Dataset entries
= Beginning of Section =

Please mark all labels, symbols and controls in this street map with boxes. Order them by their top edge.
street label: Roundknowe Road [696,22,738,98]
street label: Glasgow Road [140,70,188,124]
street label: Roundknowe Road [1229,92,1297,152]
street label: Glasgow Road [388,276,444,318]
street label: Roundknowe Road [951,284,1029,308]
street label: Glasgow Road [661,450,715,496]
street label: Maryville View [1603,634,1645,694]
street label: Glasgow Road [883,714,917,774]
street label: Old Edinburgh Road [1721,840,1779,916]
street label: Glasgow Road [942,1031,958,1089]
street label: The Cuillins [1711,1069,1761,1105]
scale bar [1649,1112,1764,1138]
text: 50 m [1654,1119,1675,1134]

= End of Section =

TASK DETAILS -> The data should be transcribed exactly, line for line.

WRITTEN ANSWER ->
Please mark all labels, symbols and controls in this street map with boxes. Order them by their top edge.
street label: Roundknowe Road [696,22,738,98]
street label: Glasgow Road [140,70,188,124]
street label: Roundknowe Road [1229,92,1297,152]
street label: Glasgow Road [388,276,444,318]
street label: Roundknowe Road [951,284,1029,308]
street label: Glasgow Road [661,450,715,496]
street label: Maryville View [1603,634,1645,694]
street label: Glasgow Road [883,714,917,774]
street label: Old Edinburgh Road [1721,840,1779,916]
street label: Glasgow Road [942,1031,958,1089]
street label: The Cuillins [1711,1069,1761,1105]
scale bar [1649,1112,1764,1138]
text: 50 m [1654,1119,1675,1134]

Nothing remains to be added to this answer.